I have been experiencing post-holiday cooking burnout. It actually started on Christmas Eve, when I was overly tired after baking tons of cookies and other food. Our fish feast was about to begin when I mistakenly poured homemade eggnog into the shallot cream sauce for the mussels. It was salvageable, but just barely. It was a huge disappointment for me but hilarious for my family, who will never let me live that one down. My kitchen appliances have had a workout, too. This morning the microwave caught fire and is now history. This afternoon the oven door broke a few minutes after I busted the lid on my slow cooker (I will be doing a bit of shopping this weekend for replacements). The last few weeks I have been focusing on vegetables and simple salads, which is what one does in January after the gluttony of November and December. One of my simple vegetable recipes is this cauliflower dish. It does not require much work but is full of flavor.

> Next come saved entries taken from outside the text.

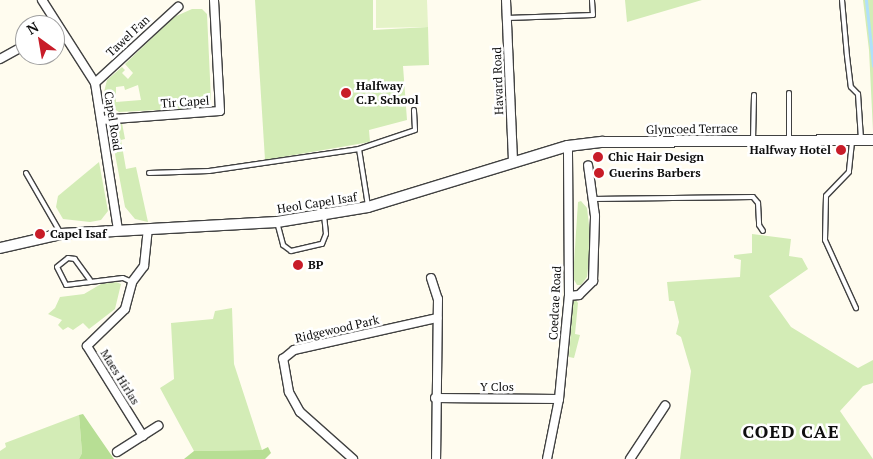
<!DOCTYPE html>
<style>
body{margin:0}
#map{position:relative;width:873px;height:459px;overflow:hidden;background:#fffcef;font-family:"PT Serif",serif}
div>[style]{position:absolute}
.green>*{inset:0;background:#d3ecb6}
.forest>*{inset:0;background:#b7de94}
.pitch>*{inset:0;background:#e5f3c8}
.stream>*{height:3px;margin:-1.5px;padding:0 1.5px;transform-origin:1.5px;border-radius:1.5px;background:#b0e0fa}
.roads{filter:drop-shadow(1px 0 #414141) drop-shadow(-1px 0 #414141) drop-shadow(0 1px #414141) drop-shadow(0 -1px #414141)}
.service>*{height:4px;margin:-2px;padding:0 2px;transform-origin:2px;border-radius:2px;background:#fff}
.minor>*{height:8px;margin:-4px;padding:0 4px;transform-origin:4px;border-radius:4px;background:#fff}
.tertiary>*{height:10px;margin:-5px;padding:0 5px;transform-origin:5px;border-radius:5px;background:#fff}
.dots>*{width:14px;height:14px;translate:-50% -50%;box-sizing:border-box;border:2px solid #fff;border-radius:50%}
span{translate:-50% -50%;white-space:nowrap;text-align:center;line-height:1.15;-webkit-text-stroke:5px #fff;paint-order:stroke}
.street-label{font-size:12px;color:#0e0e0e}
.poi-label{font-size:12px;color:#0e0e0e;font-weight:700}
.left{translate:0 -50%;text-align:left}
.right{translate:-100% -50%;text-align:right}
.district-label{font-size:18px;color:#0e0e0e;font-weight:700;letter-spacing:1px}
.north{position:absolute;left:15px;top:15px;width:50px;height:50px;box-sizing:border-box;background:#fff;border:1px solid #9f9f9f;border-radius:50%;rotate:328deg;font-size:14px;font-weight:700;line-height:20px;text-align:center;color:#0e0e0e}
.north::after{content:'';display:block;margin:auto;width:18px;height:22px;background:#c81c28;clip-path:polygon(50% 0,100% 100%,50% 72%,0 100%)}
</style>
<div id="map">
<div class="green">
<div style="clip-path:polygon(255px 0,373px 0,373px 30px,428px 27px,429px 65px,403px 66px,407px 120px,369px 130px,370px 142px,265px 160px)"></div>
<div style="clip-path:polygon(625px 0,702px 0,627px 22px)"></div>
<div style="clip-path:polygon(863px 0,873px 0,873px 131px,869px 50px)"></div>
<div style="clip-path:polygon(evenodd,192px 9px,202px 9px,207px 14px,211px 100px,196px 108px,119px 112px,108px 105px,104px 92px,107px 80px,122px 67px,125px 70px,122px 73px,128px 79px,133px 73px,125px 64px,174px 17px,192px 9px,138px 85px,141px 100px,116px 102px,116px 87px,124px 86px,125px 90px,138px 85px)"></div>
<div style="clip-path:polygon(122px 123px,125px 139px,121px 140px,126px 169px,136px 167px,148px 222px,135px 219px,125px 207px,111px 133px)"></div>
<div style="clip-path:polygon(99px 162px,108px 211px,101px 220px,90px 222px,63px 219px,56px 207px,58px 196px)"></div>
<div style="clip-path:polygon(581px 201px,587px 208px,591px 242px,587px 277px,581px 285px,577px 285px,573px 278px,578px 202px)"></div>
<div style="clip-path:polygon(752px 234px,791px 239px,789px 256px,802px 258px,808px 269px,769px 296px,791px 327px,858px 368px,873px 360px,873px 383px,863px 386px,840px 411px,873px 459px,680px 459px,691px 371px,681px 337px,676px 334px,679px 322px,674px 301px,669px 301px,667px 282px,740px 277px,741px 260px,734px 258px,734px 255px,752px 253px)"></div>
<div style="clip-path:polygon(116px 282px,121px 284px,115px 309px,89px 329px,83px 323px,73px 330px,68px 327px,63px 330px,58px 325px,62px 320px,48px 314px,55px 308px,60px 297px,84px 294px,101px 284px)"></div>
<div style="clip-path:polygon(576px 300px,578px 303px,575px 334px,580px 335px,574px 358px,569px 357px,573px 302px)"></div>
<div style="clip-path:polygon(232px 308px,234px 364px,262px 450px,194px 451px,160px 388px,174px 379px,171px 323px,213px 319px,215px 311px)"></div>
<div style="clip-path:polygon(79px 415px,82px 453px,79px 459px,0 459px,0 451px,6px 447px,5px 443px)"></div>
</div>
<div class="forest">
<div style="clip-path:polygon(83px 414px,114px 459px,79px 459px,82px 453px,79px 415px)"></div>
<div style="clip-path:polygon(268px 447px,271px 453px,265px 459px,184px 459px,194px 451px,262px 450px)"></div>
</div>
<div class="pitch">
<div style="clip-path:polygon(376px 0,427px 0,428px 27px,376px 28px)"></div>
</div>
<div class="stream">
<div style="left:866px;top:0;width:66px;rotate:83.9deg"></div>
</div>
<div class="roads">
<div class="service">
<div style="left:842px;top:0;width:56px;rotate:84.9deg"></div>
<div style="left:847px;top:56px;width:31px;rotate:83deg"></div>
<div style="left:851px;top:87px;width:10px;rotate:45deg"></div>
<div style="left:858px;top:94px;width:45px;rotate:86.2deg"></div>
<div style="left:507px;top:18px;width:86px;rotate:-2deg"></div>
<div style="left:593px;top:15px;width:15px;rotate:-94deg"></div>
<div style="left:789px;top:93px;width:46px;rotate:90deg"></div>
<div style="left:753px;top:140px;width:45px;rotate:-88.7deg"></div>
<div style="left:852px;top:142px;width:30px;rotate:96deg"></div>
<div style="left:849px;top:172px;width:33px;rotate:134deg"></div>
<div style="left:826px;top:196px;width:44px;rotate:91.3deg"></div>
<div style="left:825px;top:240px;width:75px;rotate:65.5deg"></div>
<div style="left:359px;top:149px;width:58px;rotate:81deg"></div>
<div style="left:26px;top:173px;width:68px;rotate:60deg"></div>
<div style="left:149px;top:173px;width:60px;rotate:-1.9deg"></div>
<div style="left:209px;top:171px;width:152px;rotate:-8.3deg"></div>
<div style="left:359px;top:149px;width:59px;rotate:-18.7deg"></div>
<div style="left:415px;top:130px;width:20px;rotate:-93deg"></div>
<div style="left:593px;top:199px;width:160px;rotate:-0.7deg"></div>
<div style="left:753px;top:197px;width:8px;rotate:50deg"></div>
<div style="left:758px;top:203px;width:22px;rotate:87deg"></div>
<div style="left:759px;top:225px;width:7px;rotate:56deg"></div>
<div style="left:277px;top:222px;width:24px;rotate:75deg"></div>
<div style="left:283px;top:245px;width:10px;rotate:37deg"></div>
<div style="left:291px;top:251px;width:32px;rotate:-13deg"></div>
<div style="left:322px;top:244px;width:11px;rotate:-68deg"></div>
<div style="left:326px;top:234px;width:19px;rotate:-96deg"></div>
<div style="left:90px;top:280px;width:26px;rotate:-126deg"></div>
<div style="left:75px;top:259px;width:7px;rotate:-172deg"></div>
<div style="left:68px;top:258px;width:14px;rotate:141deg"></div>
<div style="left:57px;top:267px;width:20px;rotate:63deg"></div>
<div style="left:66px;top:285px;width:57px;rotate:-7deg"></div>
<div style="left:123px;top:278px;width:10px;rotate:24deg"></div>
</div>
<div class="minor">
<div style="left:42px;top:0;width:98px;rotate:57.4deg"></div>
<div style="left:95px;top:83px;width:149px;rotate:81.1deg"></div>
<div style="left:506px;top:0;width:162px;rotate:87.5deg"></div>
<div style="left:0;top:59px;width:29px;rotate:-29deg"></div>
<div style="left:95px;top:83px;width:113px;rotate:-42.5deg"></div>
<div style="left:101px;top:120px;width:119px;rotate:-4.3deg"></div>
<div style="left:220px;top:111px;width:111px;rotate:-93.1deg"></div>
<div style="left:431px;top:278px;width:22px;rotate:72deg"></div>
<div style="left:438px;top:299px;width:160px;rotate:90.7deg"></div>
<div style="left:569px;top:296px;width:10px;rotate:-6deg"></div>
<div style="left:579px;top:295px;width:20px;rotate:-45deg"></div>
<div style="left:593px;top:281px;width:65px;rotate:-88.2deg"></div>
<div style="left:595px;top:216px;width:51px;rotate:-97.8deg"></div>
<div style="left:435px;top:398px;width:124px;rotate:0.5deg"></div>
<div style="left:143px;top:436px;width:106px;rotate:-121.9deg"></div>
<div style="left:87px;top:346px;width:53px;rotate:-44.2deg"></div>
<div style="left:125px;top:309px;width:28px;rotate:-75deg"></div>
<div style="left:132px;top:282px;width:20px;rotate:-53deg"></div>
<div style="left:144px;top:266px;width:37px;rotate:-84deg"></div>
<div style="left:117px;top:452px;width:49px;rotate:-32.4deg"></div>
<div style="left:353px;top:459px;width:71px;rotate:-138.4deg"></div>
<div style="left:300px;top:412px;width:23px;rotate:-119deg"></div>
<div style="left:289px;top:392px;width:34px;rotate:-100deg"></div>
<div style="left:283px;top:359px;width:14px;rotate:-39deg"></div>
<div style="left:294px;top:350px;width:147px;rotate:-12.6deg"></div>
<div style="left:547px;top:459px;width:61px;rotate:-78.7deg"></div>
<div style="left:559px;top:399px;width:103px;rotate:-84.5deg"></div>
<div style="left:569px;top:296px;width:150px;rotate:-90.4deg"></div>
<div style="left:630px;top:459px;width:64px;rotate:-56.6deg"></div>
</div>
<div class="tertiary">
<div style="left:0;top:248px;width:63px;rotate:-12.9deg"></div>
<div style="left:61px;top:234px;width:216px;rotate:-3.2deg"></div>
<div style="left:277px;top:222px;width:92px;rotate:-9.4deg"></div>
<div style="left:368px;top:207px;width:209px;rotate:-17deg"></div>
<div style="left:568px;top:146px;width:35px;rotate:-7deg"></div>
<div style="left:603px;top:142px;width:270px;rotate:-0.4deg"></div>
</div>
</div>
<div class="dots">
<div style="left:346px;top:93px;background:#c81c28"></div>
<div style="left:841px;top:150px;background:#c81c28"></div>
<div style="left:598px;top:157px;background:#c81c28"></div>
<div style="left:599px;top:173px;background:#c81c28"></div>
<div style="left:40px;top:234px;background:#c81c28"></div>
<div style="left:298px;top:265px;background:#c81c28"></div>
</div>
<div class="street-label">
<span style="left:128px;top:36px;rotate:-43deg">Tawel Fan</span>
<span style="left:498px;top:81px;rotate:-92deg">Havard Road</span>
<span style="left:185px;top:102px;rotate:-4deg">Tir Capel</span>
<span style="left:113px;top:121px;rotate:81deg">Capel Road</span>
<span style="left:692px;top:129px;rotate:-1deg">Glyncoed Terrace</span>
<span style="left:317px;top:203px;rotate:-9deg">Heol Capel Isaf</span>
<span style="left:555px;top:303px;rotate:-87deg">Coedcae Road</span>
<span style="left:337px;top:329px;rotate:-13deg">Ridgewood Park</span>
<span style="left:120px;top:377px;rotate:58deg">Maes Hirlas</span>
<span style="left:497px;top:387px">Y Clos</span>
</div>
<div class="poi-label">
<span class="left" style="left:356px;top:93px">Halfway<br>C.P. School</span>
<span class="right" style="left:831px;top:150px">Halfway Hotel</span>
<span class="left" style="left:608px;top:157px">Chic Hair Design</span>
<span class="left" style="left:609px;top:173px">Guerins Barbers</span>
<span class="left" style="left:50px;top:234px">Capel Isaf</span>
<span class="left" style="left:308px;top:265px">BP</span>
</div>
<div class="district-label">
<span style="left:791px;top:431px">COED CAE</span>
</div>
<div class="north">N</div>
</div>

Roasted Cauliflower with Olives
1 medium head cauliflower, cut into florets
3 Tbsp. extra virgin olive oil
salt and pepper
1/4 c. pitted kalamata olives, chopped
Preheat oven to 400 degrees. Place cut cauliflower on baking sheet. Drizzle with 2 Tablespoons of the olive oil. Sprinkle with salt and pepper. Stir to coat evenly with oil. Roast for 35-40 minutes, stirring occasionally until the cauliflower is lightly browned and fork tender. Transfer the cauliflower to a serving dish. Drizzle with the remaining tablespoon of olive oil, then sprinkle with chopped olives and toss. Serves 4.